Supplied entries section start

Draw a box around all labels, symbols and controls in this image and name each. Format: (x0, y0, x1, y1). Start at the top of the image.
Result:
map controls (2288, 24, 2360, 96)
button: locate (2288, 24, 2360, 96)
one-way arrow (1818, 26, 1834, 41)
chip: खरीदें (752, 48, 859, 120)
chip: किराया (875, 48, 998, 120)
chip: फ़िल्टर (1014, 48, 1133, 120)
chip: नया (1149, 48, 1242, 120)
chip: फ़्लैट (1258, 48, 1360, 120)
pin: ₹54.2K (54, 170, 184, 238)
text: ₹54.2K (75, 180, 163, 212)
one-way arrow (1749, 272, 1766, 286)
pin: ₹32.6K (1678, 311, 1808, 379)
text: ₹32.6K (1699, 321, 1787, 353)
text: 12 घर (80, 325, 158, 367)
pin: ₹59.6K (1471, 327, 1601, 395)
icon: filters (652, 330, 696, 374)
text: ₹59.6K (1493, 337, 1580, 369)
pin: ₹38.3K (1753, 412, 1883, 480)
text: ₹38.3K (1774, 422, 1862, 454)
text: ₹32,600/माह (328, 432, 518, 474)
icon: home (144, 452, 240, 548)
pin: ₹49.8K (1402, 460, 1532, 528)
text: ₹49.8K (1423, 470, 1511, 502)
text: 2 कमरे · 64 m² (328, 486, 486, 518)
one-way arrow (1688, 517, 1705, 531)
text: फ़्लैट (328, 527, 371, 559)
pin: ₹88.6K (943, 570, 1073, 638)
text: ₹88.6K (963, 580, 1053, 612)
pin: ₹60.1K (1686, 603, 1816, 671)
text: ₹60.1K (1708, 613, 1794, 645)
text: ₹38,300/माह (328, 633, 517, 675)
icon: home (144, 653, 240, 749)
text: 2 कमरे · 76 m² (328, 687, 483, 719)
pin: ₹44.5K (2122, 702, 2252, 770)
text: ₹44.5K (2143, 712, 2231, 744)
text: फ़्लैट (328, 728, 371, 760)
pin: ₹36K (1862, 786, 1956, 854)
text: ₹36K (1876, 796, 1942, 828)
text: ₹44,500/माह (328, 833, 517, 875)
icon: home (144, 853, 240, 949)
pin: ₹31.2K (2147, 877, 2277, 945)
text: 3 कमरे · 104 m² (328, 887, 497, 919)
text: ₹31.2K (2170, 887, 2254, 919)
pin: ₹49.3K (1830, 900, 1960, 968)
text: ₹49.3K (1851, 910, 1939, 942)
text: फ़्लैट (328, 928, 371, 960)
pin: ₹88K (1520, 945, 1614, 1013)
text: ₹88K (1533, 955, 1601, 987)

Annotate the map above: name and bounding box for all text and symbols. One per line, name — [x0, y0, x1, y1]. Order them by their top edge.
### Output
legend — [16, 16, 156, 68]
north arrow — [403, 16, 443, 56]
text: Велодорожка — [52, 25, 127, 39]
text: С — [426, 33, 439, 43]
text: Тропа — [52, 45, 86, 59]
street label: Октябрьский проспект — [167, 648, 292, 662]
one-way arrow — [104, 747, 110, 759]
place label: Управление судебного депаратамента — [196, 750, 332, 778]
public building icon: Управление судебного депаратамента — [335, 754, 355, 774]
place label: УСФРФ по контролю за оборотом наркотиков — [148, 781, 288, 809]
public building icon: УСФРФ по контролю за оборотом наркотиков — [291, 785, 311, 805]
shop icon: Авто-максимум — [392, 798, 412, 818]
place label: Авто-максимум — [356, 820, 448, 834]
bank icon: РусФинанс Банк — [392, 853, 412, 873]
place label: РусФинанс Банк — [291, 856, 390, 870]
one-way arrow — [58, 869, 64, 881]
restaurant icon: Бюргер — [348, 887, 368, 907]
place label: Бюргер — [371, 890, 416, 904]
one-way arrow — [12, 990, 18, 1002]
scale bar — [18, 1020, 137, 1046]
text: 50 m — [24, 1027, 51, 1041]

Supplied entries section end

**Your goal:** Repeat all the data, every line exactly.

**Task response:**
Draw a box around all labels, symbols and controls in this image and name each. Format: (x0, y0, x1, y1). Start at the top of the image.
Result:
map controls (2288, 24, 2360, 96)
button: locate (2288, 24, 2360, 96)
one-way arrow (1818, 26, 1834, 41)
chip: खरीदें (752, 48, 859, 120)
chip: किराया (875, 48, 998, 120)
chip: फ़िल्टर (1014, 48, 1133, 120)
chip: नया (1149, 48, 1242, 120)
chip: फ़्लैट (1258, 48, 1360, 120)
pin: ₹54.2K (54, 170, 184, 238)
text: ₹54.2K (75, 180, 163, 212)
one-way arrow (1749, 272, 1766, 286)
pin: ₹32.6K (1678, 311, 1808, 379)
text: ₹32.6K (1699, 321, 1787, 353)
text: 12 घर (80, 325, 158, 367)
pin: ₹59.6K (1471, 327, 1601, 395)
icon: filters (652, 330, 696, 374)
text: ₹59.6K (1493, 337, 1580, 369)
pin: ₹38.3K (1753, 412, 1883, 480)
text: ₹38.3K (1774, 422, 1862, 454)
text: ₹32,600/माह (328, 432, 518, 474)
icon: home (144, 452, 240, 548)
pin: ₹49.8K (1402, 460, 1532, 528)
text: ₹49.8K (1423, 470, 1511, 502)
text: 2 कमरे · 64 m² (328, 486, 486, 518)
one-way arrow (1688, 517, 1705, 531)
text: फ़्लैट (328, 527, 371, 559)
pin: ₹88.6K (943, 570, 1073, 638)
text: ₹88.6K (963, 580, 1053, 612)
pin: ₹60.1K (1686, 603, 1816, 671)
text: ₹60.1K (1708, 613, 1794, 645)
text: ₹38,300/माह (328, 633, 517, 675)
icon: home (144, 653, 240, 749)
text: 2 कमरे · 76 m² (328, 687, 483, 719)
pin: ₹44.5K (2122, 702, 2252, 770)
text: ₹44.5K (2143, 712, 2231, 744)
text: फ़्लैट (328, 728, 371, 760)
pin: ₹36K (1862, 786, 1956, 854)
text: ₹36K (1876, 796, 1942, 828)
text: ₹44,500/माह (328, 833, 517, 875)
icon: home (144, 853, 240, 949)
pin: ₹31.2K (2147, 877, 2277, 945)
text: 3 कमरे · 104 m² (328, 887, 497, 919)
text: ₹31.2K (2170, 887, 2254, 919)
pin: ₹49.3K (1830, 900, 1960, 968)
text: ₹49.3K (1851, 910, 1939, 942)
text: फ़्लैट (328, 928, 371, 960)
pin: ₹88K (1520, 945, 1614, 1013)
text: ₹88K (1533, 955, 1601, 987)

Annotate the map above: name and bounding box for all text and symbols. One per line, name — [x0, y0, x1, y1]. Order them by their top edge.
### Output
legend — [16, 16, 156, 68]
north arrow — [403, 16, 443, 56]
text: Велодорожка — [52, 25, 127, 39]
text: С — [426, 33, 439, 43]
text: Тропа — [52, 45, 86, 59]
street label: Октябрьский проспект — [167, 648, 292, 662]
one-way arrow — [104, 747, 110, 759]
place label: Управление судебного депаратамента — [196, 750, 332, 778]
public building icon: Управление судебного депаратамента — [335, 754, 355, 774]
place label: УСФРФ по контролю за оборотом наркотиков — [148, 781, 288, 809]
public building icon: УСФРФ по контролю за оборотом наркотиков — [291, 785, 311, 805]
shop icon: Авто-максимум — [392, 798, 412, 818]
place label: Авто-максимум — [356, 820, 448, 834]
bank icon: РусФинанс Банк — [392, 853, 412, 873]
place label: РусФинанс Банк — [291, 856, 390, 870]
one-way arrow — [58, 869, 64, 881]
restaurant icon: Бюргер — [348, 887, 368, 907]
place label: Бюргер — [371, 890, 416, 904]
one-way arrow — [12, 990, 18, 1002]
scale bar — [18, 1020, 137, 1046]
text: 50 m — [24, 1027, 51, 1041]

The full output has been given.